Sunday, 28 May 1882
The Duchess of Fitz-James came yesterday to say she would present us that evening at her daughter-in-law the Duchess of Fitz-James's — there was a ball. Maman assures me this old lady is the most amiable of women and asks nothing better than to be our guide in society. They see each other quite often, but I know nothing exactly about it — always preoccupied with that confounded painting. So we go to collect her and arrive together.# Dimanche 28 mai 1882
C'est tout ce qu'il y a de plus chic, du vrai monde, de vraies jeunes filles ravissantes et fraîches. De vraies toilettes. La vieille duchesse a je ne sais combien de neveux et de petits enfants. Sa petite fille Mme de Turenne [Rayé: n'est plus jeune] a vingt-neuf ans et l'autre, Mme de Miramon a un fils de sept ans [Mots noircis: l'arrière petit-fils de la duchesse.]

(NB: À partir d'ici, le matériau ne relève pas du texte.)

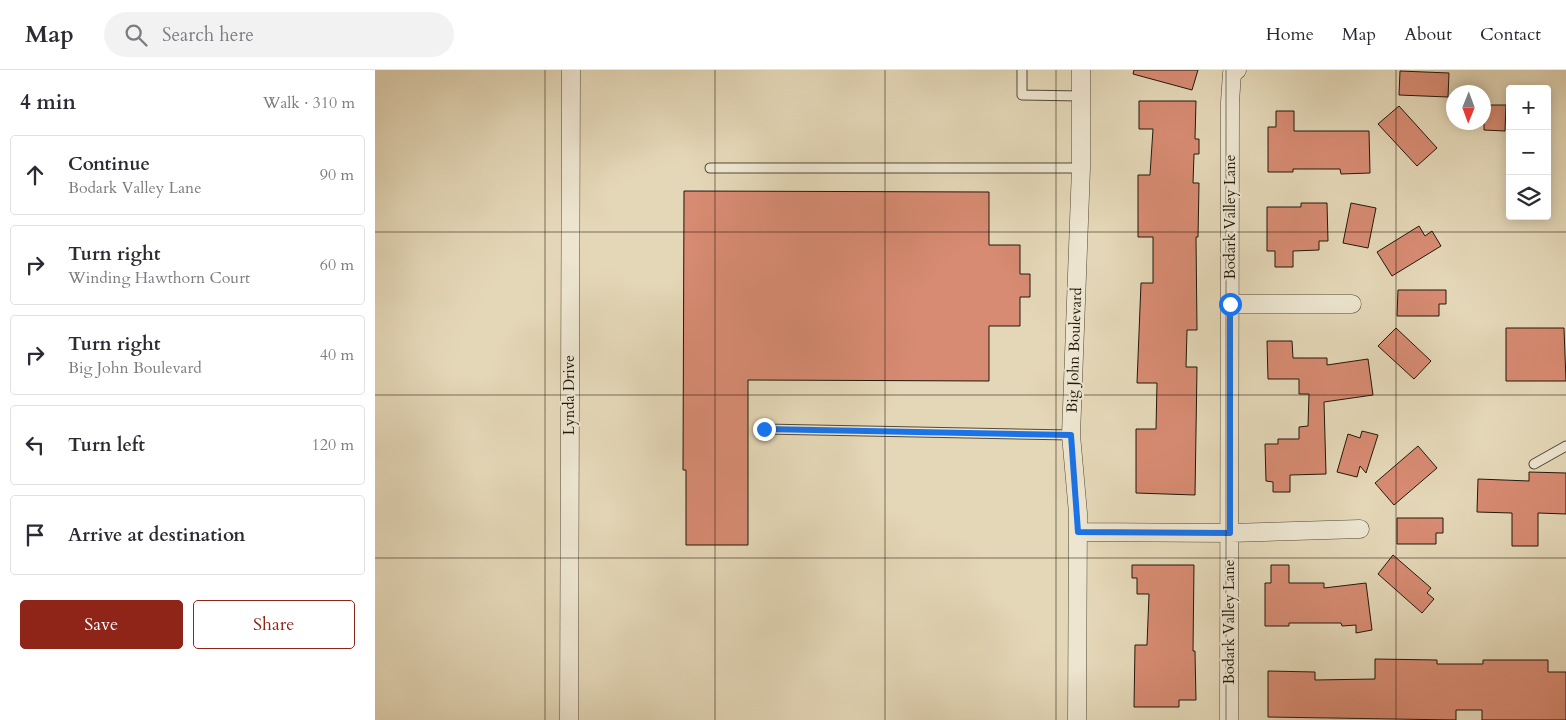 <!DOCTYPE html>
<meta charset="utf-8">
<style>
body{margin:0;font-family:Cardo,serif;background:#f2f2f3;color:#2b2b33}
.controls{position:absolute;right:15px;top:15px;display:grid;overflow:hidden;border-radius:5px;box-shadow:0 2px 12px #0003}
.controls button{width:45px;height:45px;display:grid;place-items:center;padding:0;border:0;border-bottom:1px solid #e1e1e2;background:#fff;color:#2b2b33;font:25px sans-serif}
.compass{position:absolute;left:1071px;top:15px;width:45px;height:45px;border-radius:50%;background:#fff;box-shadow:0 2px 12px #0003;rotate:181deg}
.stop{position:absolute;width:15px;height:15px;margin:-11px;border:4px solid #1a73e8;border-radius:50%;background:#fff}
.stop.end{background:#1a73e8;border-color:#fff;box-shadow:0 1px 5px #0008}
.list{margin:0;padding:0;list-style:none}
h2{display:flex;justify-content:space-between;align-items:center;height:65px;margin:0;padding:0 20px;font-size:21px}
h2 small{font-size:16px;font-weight:400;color:#7c7c81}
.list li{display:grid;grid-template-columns:32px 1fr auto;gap:15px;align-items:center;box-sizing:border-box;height:80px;margin:0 10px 10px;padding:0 10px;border:1px solid #e1e1e2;border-radius:5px}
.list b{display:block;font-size:19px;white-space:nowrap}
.list p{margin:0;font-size:16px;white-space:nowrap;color:#7c7c81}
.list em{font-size:16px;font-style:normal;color:#7c7c81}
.actions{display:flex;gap:10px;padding:15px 20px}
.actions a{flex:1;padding:11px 0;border:1px solid #8f2418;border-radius:5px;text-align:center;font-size:18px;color:#8f2418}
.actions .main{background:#8f2418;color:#fff}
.icon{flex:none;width:28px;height:28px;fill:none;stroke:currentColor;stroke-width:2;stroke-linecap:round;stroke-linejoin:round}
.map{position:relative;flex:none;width:1191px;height:650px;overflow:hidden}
header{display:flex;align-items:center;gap:30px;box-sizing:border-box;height:70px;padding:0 25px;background:#fff;border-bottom:1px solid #e1e1e2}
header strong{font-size:24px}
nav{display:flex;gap:28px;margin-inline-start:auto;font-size:18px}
.search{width:350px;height:45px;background:#f2f2f3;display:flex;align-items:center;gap:12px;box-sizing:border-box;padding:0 18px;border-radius:28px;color:#7c7c81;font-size:19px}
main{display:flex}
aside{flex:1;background:#fff}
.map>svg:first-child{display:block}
.building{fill:#d78b72;stroke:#21180a}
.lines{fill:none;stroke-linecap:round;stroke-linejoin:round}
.service-casing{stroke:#524835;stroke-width:11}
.minor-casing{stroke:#524835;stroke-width:19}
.service{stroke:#ede5d0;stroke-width:9}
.minor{stroke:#ede5d0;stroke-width:18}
.route{stroke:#1a73e8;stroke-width:6}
.grid{fill:none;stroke:#21180a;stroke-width:1;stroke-opacity:0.55}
.labels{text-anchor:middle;stroke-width:4;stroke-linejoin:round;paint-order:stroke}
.street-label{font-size:15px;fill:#21180a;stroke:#ede5d0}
</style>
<header>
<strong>Map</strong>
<div class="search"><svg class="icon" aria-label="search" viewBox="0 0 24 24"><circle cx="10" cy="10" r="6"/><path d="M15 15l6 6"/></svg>Search here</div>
<nav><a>Home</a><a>Map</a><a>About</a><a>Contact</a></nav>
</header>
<main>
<aside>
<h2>4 min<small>Walk · 310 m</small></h2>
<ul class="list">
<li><svg class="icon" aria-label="ahead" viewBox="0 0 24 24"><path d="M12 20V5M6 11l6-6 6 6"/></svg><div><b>Continue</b><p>Bodark Valley Lane</p></div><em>90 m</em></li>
<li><svg class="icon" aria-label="right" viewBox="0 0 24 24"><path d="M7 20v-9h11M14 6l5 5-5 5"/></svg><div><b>Turn right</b><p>Winding Hawthorn Court</p></div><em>60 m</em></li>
<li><svg class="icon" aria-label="right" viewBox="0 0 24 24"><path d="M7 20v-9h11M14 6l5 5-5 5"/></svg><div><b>Turn right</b><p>Big John Boulevard</p></div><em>40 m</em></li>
<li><svg class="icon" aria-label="left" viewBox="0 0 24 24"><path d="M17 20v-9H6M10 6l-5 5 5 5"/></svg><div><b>Turn left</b></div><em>120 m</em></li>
<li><svg class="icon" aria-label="arrive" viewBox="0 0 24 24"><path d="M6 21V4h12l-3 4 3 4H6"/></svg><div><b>Arrive at destination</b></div></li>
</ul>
<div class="actions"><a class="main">Save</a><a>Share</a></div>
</aside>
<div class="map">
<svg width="1191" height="650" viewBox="0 0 1191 650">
<rect width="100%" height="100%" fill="#e4d7b7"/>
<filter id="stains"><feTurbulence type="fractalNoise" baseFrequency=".004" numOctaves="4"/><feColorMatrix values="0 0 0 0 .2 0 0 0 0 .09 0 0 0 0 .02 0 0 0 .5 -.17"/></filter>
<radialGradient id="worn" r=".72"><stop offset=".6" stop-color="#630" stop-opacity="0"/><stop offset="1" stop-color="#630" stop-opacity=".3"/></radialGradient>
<path class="building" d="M 759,0 L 823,0 L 817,20 L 758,4 Z
M 1025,1 L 1074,3 L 1073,27 L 1024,25 Z
M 764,31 L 821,31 L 820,69 L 824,69 L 824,84 L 819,84 L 818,113 L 824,113 L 823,167 L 821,167 L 822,260 L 812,260 L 811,297 L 822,297 L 820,425 L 761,423 L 761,359 L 781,359 L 782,313 L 762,313 L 766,213 L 778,213 L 778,167 L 763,167 L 763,105 L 775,105 L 778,59 L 764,59 Z
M 1109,35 L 1131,35 L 1130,61 L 1109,60 Z
M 1024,36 L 1062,78 L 1042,96 L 1003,54 Z
M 901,41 L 919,41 L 919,61 L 994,61 L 995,103 L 966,104 L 965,99 L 918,99 L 918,102 L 893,102 L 893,57 L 901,57 Z
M 309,121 L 614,122 L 614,175 L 645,175 L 645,204 L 655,204 L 655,227 L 645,227 L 645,256 L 614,256 L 614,311 L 373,310 L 373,475 L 311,475 L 311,400 L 308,400 Z
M 926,133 L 952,133 L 953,171 L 944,171 L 944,180 L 918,181 L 918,197 L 900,197 L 900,181 L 892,181 L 892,137 L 926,137 Z
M 976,133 L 1001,138 L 993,178 L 968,173 Z
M 1044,156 L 1050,166 L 1057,161 L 1066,176 L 1017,206 L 1002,182 Z
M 1023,220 L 1071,220 L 1071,234 L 1064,234 L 1064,246 L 1022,246 Z
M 1021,258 L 1056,291 L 1039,309 L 1003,276 Z
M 1131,258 L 1189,258 L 1191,311 L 1131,311 Z
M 892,271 L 917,271 L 918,288 L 952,288 L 952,295 L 993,289 L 998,325 L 949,332 L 951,404 L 915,405 L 915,422 L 898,422 L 898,412 L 891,411 L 890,374 L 903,374 L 903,369 L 924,369 L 924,357 L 933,356 L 934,324 L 924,324 L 924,309 L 893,309 Z
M 987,361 L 1003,365 L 991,403 L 985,396 L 982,407 L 962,402 L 973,364 L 985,368 Z
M 1043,376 L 1062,398 L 1019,435 L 1000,413 Z
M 1154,402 L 1191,403 L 1191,444 L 1163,443 L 1163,476 L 1137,476 L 1137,443 L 1102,442 L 1103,409 L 1154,411 Z
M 1022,448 L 1068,448 L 1068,463 L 1061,463 L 1061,474 L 1022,474 Z
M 1018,485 L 1056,518 L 1052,523 L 1059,529 L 1047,543 L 1003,504 Z
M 757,495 L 819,495 L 818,581 L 820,581 L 821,630 L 804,630 L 804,637 L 759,637 L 760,575 L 772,575 L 774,524 L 762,524 L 762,508 L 757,508 Z
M 896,495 L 914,495 L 914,513 L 949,513 L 949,518 L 991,513 L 997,560 L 981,563 L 981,555 L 967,556 L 966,553 L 914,553 L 914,556 L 890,556 L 890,513 L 896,513 Z
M 1000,589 L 1062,590 L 1062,594 L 1108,594 L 1108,590 L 1173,590 L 1173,602 L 1191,602 L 1191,650 L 1107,650 L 1107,640 L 1081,640 L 1081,650 L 893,647 L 893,601 L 940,602 L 940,610 L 1000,609 Z"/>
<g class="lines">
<g class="service-casing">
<path id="service" d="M 647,0 L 647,25 L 706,26
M 335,98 L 706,98
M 389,359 L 696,365
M 1159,394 L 1191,376"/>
</g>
<g class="minor-casing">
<path id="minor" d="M 855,234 L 977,234
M 703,462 L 855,463 L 985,459
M 194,650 L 196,0
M 702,650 L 703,443 L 696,365 L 706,98 L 706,0
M 854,650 L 855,32 L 857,3 L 862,0"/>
</g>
<use href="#service" class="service"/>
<use href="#minor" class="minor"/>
</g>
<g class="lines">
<path class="route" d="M 389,359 L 696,365 L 703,462 L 855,463 L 855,234"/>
</g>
<path class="grid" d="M 170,0 L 170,650M 340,0 L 340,650M 510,0 L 510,650M 681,0 L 681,650M 851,0 L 851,650M 1021,0 L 1021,650M 0,162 L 1191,162M 0,325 L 1191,325M 0,488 L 1191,488"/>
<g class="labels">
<g class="street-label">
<text transform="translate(855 147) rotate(-90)" y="5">Bodark Valley Lane</text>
<text transform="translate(699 280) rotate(-88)" y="5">Big John Boulevard</text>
<text transform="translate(194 325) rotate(-90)" y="5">Lynda Drive</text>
<text transform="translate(854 552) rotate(-90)" y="5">Bodark Valley Lane</text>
</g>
</g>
<rect width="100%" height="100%" filter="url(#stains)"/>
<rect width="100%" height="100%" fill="url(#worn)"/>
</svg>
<div class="controls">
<button>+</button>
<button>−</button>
<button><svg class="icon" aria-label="layers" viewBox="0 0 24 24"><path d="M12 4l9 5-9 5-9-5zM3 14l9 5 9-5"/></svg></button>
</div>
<svg class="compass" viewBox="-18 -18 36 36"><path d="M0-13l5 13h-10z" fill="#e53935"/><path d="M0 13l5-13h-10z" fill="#7c7c81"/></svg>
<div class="stop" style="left:855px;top:234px"></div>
<div class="stop end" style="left:389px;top:359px"></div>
</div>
</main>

Les noms que j'ai entendu prononcer sont des plus connus et les plus aristocratiques et le peu de personnes que je connais de vue sont ce qu'il y a de plus élégant. Quant à moi je m'ennuie cruellement.

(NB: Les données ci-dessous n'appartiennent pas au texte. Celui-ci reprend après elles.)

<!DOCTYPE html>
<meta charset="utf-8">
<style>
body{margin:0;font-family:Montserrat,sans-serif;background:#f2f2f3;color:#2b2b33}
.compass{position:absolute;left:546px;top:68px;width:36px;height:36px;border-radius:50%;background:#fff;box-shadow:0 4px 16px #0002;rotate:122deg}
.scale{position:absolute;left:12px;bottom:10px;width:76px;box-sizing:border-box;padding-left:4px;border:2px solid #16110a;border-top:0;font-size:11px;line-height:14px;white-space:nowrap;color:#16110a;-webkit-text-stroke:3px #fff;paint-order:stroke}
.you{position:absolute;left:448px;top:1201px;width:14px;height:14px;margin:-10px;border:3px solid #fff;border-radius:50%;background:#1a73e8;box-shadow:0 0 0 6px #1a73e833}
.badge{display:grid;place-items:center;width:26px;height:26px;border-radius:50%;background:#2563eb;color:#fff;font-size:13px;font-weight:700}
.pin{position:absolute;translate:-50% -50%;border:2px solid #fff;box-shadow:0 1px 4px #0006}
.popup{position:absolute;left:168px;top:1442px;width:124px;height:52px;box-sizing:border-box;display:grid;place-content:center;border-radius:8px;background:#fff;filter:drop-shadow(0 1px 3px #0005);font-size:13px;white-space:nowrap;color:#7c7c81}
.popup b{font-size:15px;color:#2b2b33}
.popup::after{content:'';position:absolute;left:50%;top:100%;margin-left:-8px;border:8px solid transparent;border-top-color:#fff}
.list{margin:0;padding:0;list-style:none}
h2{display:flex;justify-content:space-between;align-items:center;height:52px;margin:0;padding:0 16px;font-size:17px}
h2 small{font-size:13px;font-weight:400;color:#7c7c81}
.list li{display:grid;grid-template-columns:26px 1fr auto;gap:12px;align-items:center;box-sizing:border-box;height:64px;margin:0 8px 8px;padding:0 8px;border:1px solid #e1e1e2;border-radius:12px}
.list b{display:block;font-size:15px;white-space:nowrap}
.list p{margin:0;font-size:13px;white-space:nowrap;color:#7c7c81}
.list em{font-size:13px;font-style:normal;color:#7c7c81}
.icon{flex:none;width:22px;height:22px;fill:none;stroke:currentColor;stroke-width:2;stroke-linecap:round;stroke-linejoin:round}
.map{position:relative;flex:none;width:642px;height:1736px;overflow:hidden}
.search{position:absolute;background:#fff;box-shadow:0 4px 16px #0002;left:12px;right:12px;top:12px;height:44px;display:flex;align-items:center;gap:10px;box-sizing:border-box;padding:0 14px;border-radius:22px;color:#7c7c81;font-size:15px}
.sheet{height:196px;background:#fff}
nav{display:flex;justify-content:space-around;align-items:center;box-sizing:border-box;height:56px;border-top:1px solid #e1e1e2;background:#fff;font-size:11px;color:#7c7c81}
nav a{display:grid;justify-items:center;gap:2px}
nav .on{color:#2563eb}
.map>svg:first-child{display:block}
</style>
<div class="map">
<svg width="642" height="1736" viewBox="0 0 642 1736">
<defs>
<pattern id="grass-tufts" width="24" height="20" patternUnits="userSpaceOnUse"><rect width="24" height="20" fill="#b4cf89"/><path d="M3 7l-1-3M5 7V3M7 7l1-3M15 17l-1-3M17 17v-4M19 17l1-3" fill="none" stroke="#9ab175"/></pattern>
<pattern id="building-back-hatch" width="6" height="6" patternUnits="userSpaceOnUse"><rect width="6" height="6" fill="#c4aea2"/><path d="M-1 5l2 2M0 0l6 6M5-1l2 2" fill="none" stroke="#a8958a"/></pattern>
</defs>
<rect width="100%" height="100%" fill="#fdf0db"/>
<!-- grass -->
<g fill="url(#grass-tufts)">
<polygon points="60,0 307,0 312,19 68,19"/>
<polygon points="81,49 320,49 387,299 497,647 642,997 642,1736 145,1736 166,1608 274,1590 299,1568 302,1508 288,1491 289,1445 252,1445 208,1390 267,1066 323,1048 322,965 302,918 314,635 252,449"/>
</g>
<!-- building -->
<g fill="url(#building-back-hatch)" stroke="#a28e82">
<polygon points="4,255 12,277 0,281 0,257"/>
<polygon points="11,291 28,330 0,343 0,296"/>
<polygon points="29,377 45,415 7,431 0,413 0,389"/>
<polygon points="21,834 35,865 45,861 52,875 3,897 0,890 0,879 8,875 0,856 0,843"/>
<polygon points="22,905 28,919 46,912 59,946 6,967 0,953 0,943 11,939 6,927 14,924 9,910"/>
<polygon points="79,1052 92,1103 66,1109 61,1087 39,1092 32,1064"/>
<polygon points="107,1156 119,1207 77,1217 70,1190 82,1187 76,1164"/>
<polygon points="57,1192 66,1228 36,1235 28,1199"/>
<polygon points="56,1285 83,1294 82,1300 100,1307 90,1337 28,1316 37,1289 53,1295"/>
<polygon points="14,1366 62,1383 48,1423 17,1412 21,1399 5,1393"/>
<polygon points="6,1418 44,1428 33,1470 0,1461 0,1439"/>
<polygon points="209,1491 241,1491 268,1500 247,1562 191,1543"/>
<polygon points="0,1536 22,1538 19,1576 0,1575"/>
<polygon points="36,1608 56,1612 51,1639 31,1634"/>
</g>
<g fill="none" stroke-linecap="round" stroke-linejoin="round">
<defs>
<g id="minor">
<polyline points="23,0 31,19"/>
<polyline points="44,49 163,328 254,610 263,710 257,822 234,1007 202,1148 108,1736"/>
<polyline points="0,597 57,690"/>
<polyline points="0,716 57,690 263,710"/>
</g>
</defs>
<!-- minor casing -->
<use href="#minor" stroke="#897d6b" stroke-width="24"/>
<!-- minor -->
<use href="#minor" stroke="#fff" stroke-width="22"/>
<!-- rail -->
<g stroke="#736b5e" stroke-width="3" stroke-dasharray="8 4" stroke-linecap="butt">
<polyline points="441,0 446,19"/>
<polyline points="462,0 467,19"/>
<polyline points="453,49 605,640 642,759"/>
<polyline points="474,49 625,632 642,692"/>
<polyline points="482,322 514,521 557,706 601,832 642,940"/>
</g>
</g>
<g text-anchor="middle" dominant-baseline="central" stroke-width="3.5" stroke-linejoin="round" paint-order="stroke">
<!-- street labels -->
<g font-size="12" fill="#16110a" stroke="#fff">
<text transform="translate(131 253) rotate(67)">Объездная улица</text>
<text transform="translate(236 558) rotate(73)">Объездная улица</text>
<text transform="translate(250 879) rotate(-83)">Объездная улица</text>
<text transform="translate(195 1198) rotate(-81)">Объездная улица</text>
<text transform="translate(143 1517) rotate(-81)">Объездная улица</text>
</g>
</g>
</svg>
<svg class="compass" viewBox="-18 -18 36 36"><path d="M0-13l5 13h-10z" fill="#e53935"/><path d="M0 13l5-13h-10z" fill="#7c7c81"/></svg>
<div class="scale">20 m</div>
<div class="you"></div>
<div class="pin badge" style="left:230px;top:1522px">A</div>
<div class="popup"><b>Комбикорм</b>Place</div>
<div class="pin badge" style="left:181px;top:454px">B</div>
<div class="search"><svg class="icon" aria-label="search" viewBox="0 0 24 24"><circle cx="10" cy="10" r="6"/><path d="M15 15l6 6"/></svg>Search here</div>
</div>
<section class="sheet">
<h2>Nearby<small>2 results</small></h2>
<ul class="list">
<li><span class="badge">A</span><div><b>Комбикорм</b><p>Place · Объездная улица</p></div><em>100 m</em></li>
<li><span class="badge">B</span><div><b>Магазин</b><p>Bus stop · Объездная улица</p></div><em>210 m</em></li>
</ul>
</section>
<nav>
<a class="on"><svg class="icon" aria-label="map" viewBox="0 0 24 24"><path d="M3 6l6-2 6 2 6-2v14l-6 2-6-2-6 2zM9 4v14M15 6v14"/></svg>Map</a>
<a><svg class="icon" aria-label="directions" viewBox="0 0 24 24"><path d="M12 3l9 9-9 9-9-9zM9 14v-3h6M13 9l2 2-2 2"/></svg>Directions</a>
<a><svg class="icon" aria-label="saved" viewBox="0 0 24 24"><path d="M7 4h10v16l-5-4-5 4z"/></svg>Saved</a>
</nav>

D'abord je ne suis pas bien habillée, la robe est jolie mais pas pour un bal; le sentiment de cette infériorité me rend terne, et puis je ne connais personne et tous ces jeunes gens ont dansé tout l'hiver ensemble, et la plupart des jeunes filles se tutoient. Les maîtres de la maison sont tout ce qu'il y a d'aimable et l'on nous présente à des dames, on me présente des messieurs, je danse mais... Avec gêne... et vous comprenez dans quel état d'abrutissement me mettait cette situation... Modeste. Je n'étais pas à mon avantage et je ne connaissais personne, aussi n'ai-je pas eu de trophées au cotillon que je quitte bien avant la fin du reste. Et cette robe me donnait un air désagréable !... Enfin il est rare qu'on s'amuse quand on va comme cela tout à coup dans une société inconnue et qu'on n'est pas sorti tout l'hiver et qu'on ne connaît pas un chat, mais quand on est en possession de tous ses moyens on peut faire figure... Je n'étais ni habillée, ni préparée, ni coiffée... Je pensais que ce serait un petit balichon [sic] en robes montantes et regrettais mon demi-décolleté.
Et je pensais tout le temps à un pastel fait le matin et qui me poursuit comme mauvais. Du reste on ne peut pas sortir comme cela... Il me faudrait deux mois au moins de monde pour m'y entraîner... Je suis sauvage, fatiguée, triste, et tout cela... Rester un an enfermée puis un bal qui vous tombe sur la tête, on en est ahuri, puis encore six mois de silence. Et puis à vrai dire... sans doute j'enrage de n'avoir pas eu de vie de jeune fille et j'aurais été dans le monde par vanité mais au fond pensez-vous que ça m'amuse... Est-ce assez bête, assez creux, assez terne ! Et dire qu'il y a des gens qui ne vivent que de cela ! Moi j'en voudrais rarement, juste assez pour être dans le mouvement, mais comme les hommes célèbres par exemple; qui n'y vont que pour se délasser mais assez pourtant pour ne pas avoir l'air de Hottentots ou d'habitants de la lune.